Tuesday, September 29, 2009

Health Care and Doctors

The need for health care reform and new health care policies keeps making the news almost every day. Better access to health care includes better access to the knowledge and services of physicians. That would imply new health care graduates should grow as the population grows, but medical school degree data published by the National Center for Education Statistics shows no growth at all. For the academic year 1985-86, they report 15,938 Medical School Degrees. They have not reported a number as high as that since, although MD degrees reached 15,730 for the year ending June 2007.

In that same period the resident population reported by the Bureau of Census increased 66.2 million. It was 237.9 million in 1985 but reached 304.1 million in 2008. Despite continuous growth in America’s population it does not train more physicians.

Becoming a physician is a long and expensive process that takes four years of college prior to 4 years of medical school. Medical school tuition reported by the American Association of Medical Colleges in 2008 averaged $23,593 for the 75 public university medical schools; $41,235 for the 50 private university medical schools.

In some states a medical school graduate can get a license to practice medicine after completing a one year internship, but most states require two years in a medical residency program. During residency programs hospitals typically define pay as a stipend, apparently to save money paying low wages, so the residency period continues to be a period of financial drain on medical students.

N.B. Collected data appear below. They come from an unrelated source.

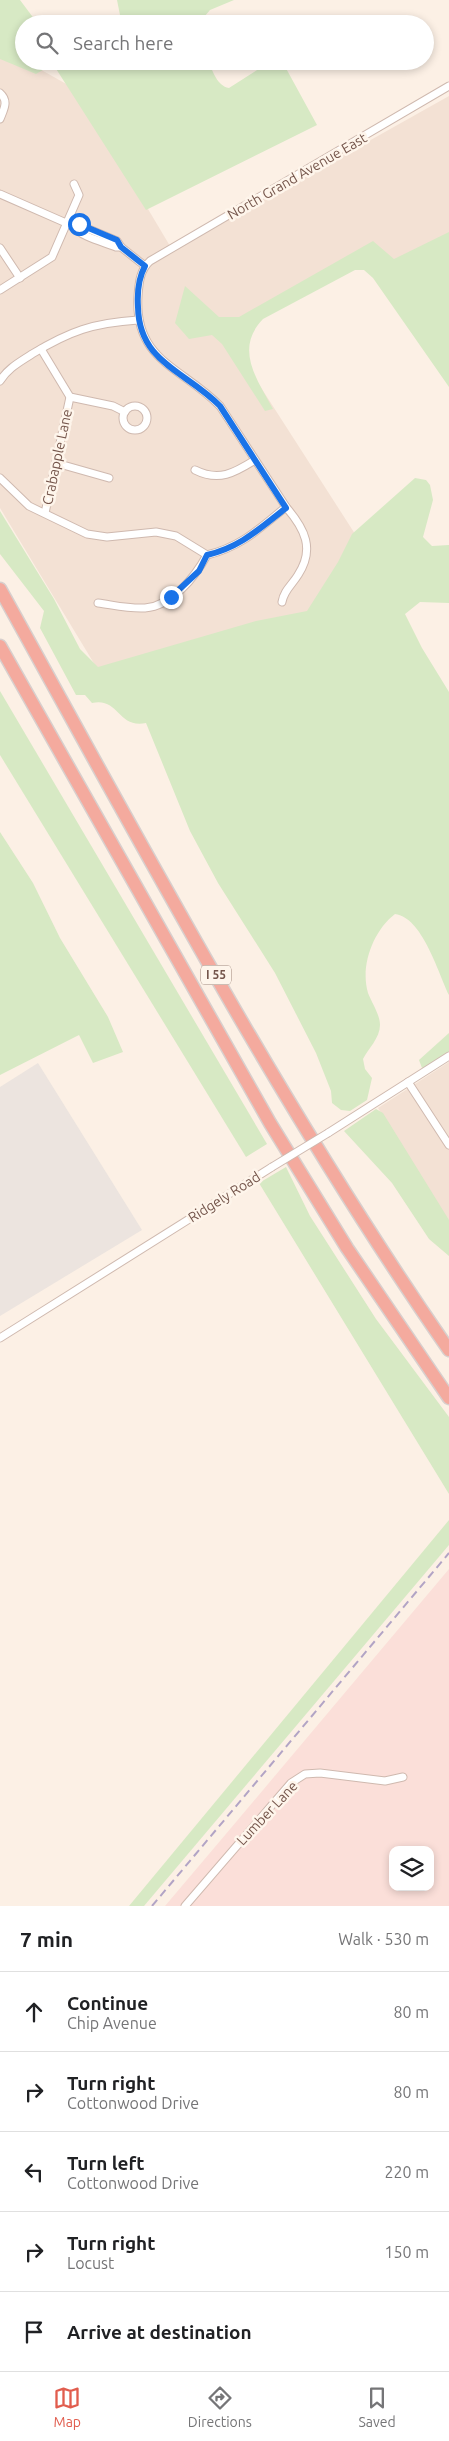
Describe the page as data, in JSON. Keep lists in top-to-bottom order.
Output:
{
  "streets": {
    "highway": ["I 55"],
    "street": [
      "North Grand Avenue East",
      "Crabapple Lane",
      "Ridgely Road",
      "Lumber Lane"
    ]
  },
  "page": {
    "search": "Search here",
    "heading": ["7 min", "Walk · 530 m"],
    "list": [
      ["Continue", "Chip Avenue", "80 m"],
      ["Turn right", "Cottonwood Drive", "80 m"],
      ["Turn left", "Cottonwood Drive", "220 m"],
      ["Turn right", "Locust", "150 m"],
      "Arrive at destination"
    ],
    "nav": ["Map", "Directions", "Saved"]
  }
}
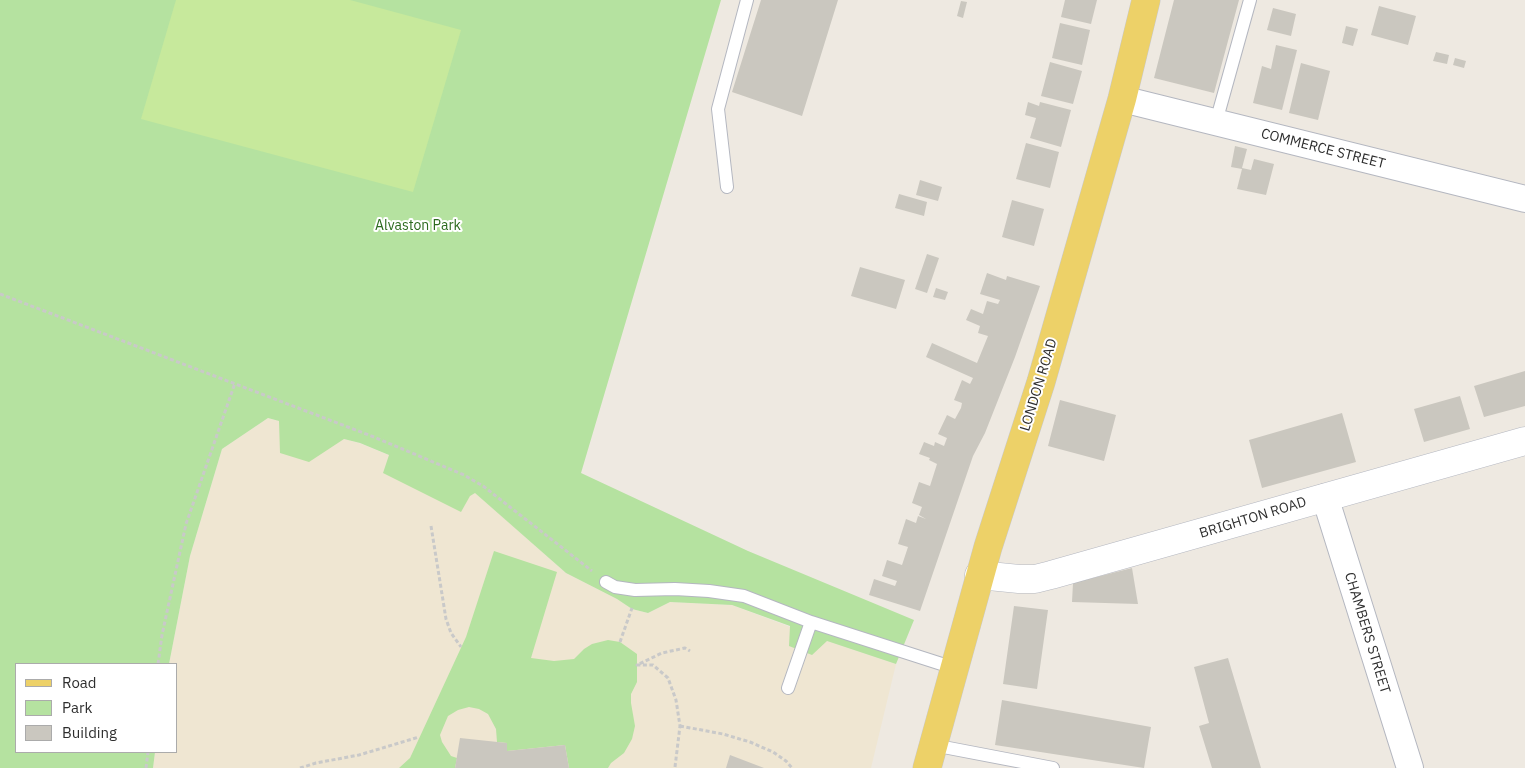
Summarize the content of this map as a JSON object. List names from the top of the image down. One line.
{"streets":{"main road":["LONDON ROAD"],"street":["COMMERCE STREET","BRIGHTON ROAD","CHAMBERS STREET"]},"crossings":[["COMMERCE STREET","LONDON ROAD"],["LONDON ROAD","BRIGHTON ROAD"],["BRIGHTON ROAD","CHAMBERS STREET"]],"parks":["Alvaston Park"],"legend":["Road","Park","Building"]}
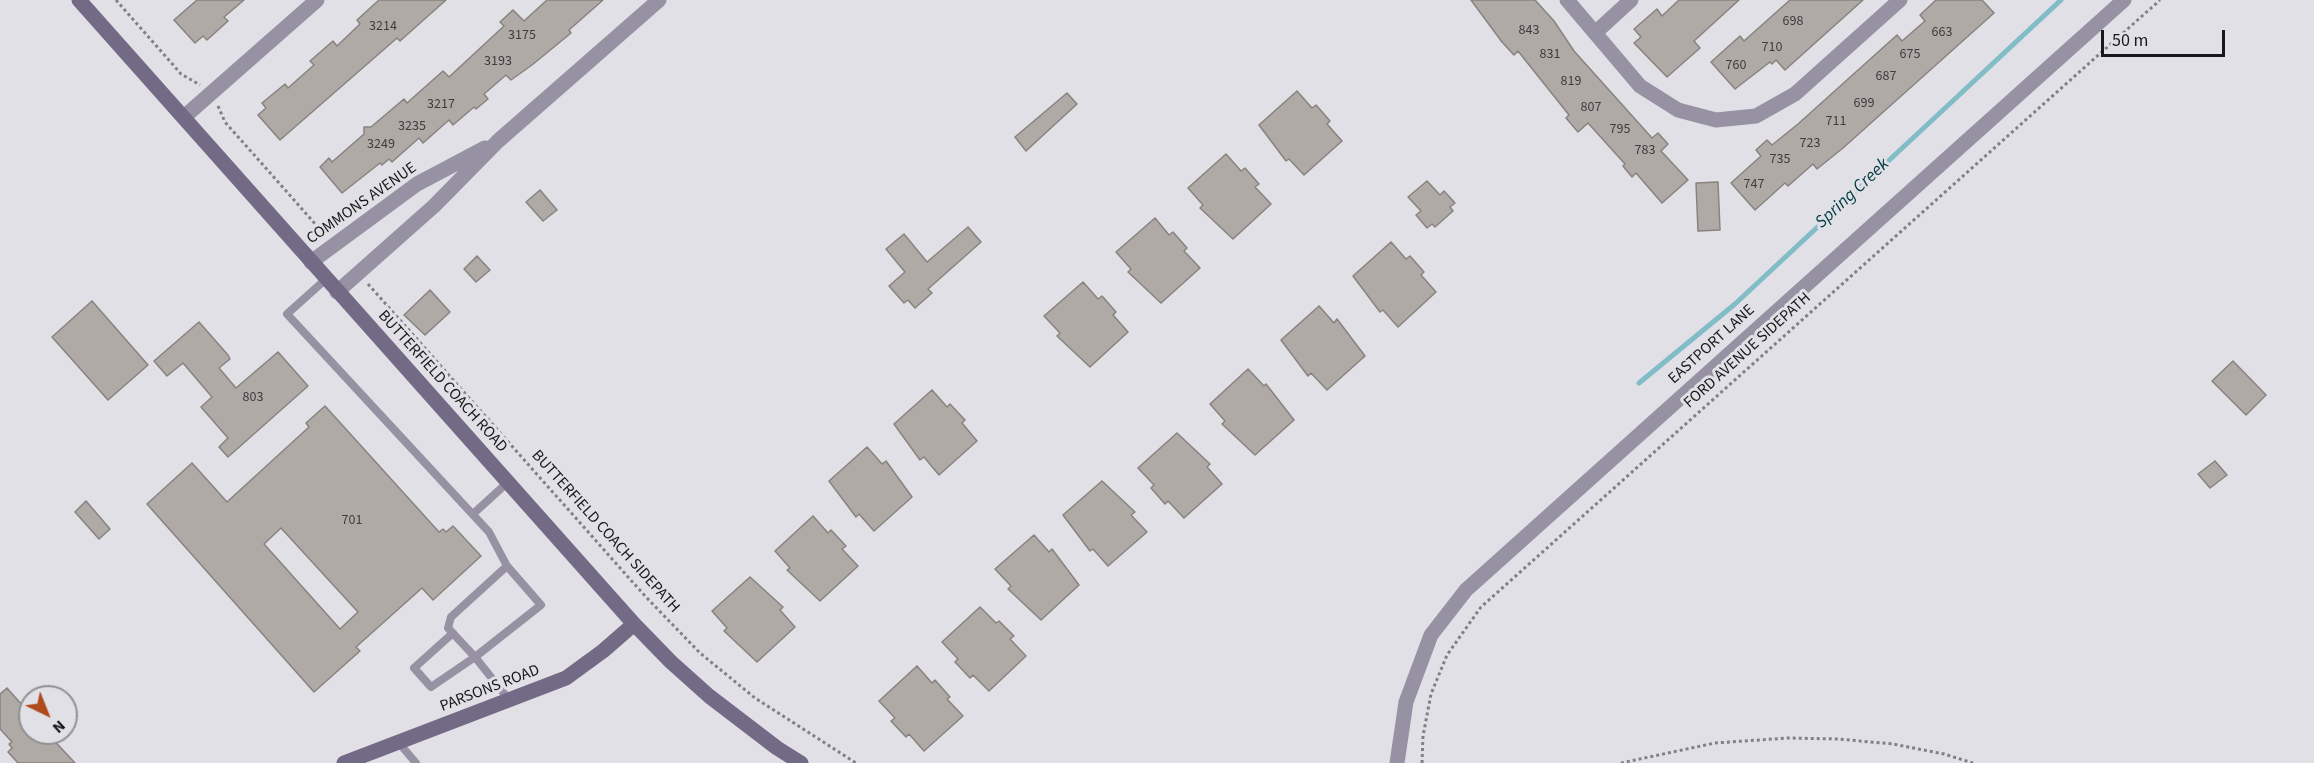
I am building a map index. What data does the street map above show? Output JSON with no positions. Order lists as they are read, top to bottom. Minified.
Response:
{"streets":{"main road":["BUTTERFIELD COACH ROAD","PARSONS ROAD"],"street":["COMMONS AVENUE","EASTPORT LANE"],"path":["FORD AVENUE SIDEPATH","BUTTERFIELD COACH SIDEPATH"]},"crossings":[["COMMONS AVENUE","BUTTERFIELD COACH ROAD"],["BUTTERFIELD COACH ROAD","PARSONS ROAD"]],"water":["Spring Creek"],"house_numbers":["698","3214","843","663","3175","710","831","675","3193","760","687","819","699","3217","807","711","3235","795","723","3249","783","735","747","803","701"],"scale_bar":"50 m","north":"bottom right"}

Those admitted to America’s service academies at Annapolis, Maryland and West Point, New York pay no tuition. America trains its military officers at public expense. For medicine though America puts the burden to pay for at least 10 years of training on the individual. Much of this medical expense comes during a time in life when people usually begin to support themselves and pay their own living expenses. For many in medical training living expenses are a burden that generates even more debt to pay off later.

Some of the strain in the current system shows up in physician employment reported by the Bureau of Labor Statistics. Family and General Practitioner jobs are in decline. There were 135 thousand reported as recently as 2001, but 106 thousand reported for 2008. It also has the lowest entry pay of reported physician specialties, $73 thousand.

An entry wage of $73 thousand dollars will not be sufficient to support a family and pay the debt from 10 years of medical education. It is time to recognize that a major component in health care reform needs to be more physicians. They need to grow at least as fast as the population. That is not happening with the current system and we have to doubt it ever will. It’s time to train our physicians like we train our generals: at public expense.

Wednesday, September 16, 2009

Taxes and Health Care Reform

The headline in the Washington Post reads “Tax on Health Benefits Weighed: Senate Calls Levy ‘Perhaps the Best Way’ to pay for Overhaul.” [June 10, 2009] Actually it was Senator Max Baucus who is drafting the legislation for the Senate who said that, but we can be sure he discussed it with his Senate colleagues.

The qualifier “perhaps” in front of best should be translated into the best we can do given that a majority in Congress wants to avoid raising income tax rates at the top of the Federal income tax scale. The top rate continues to be 35 percent, which began in 2003.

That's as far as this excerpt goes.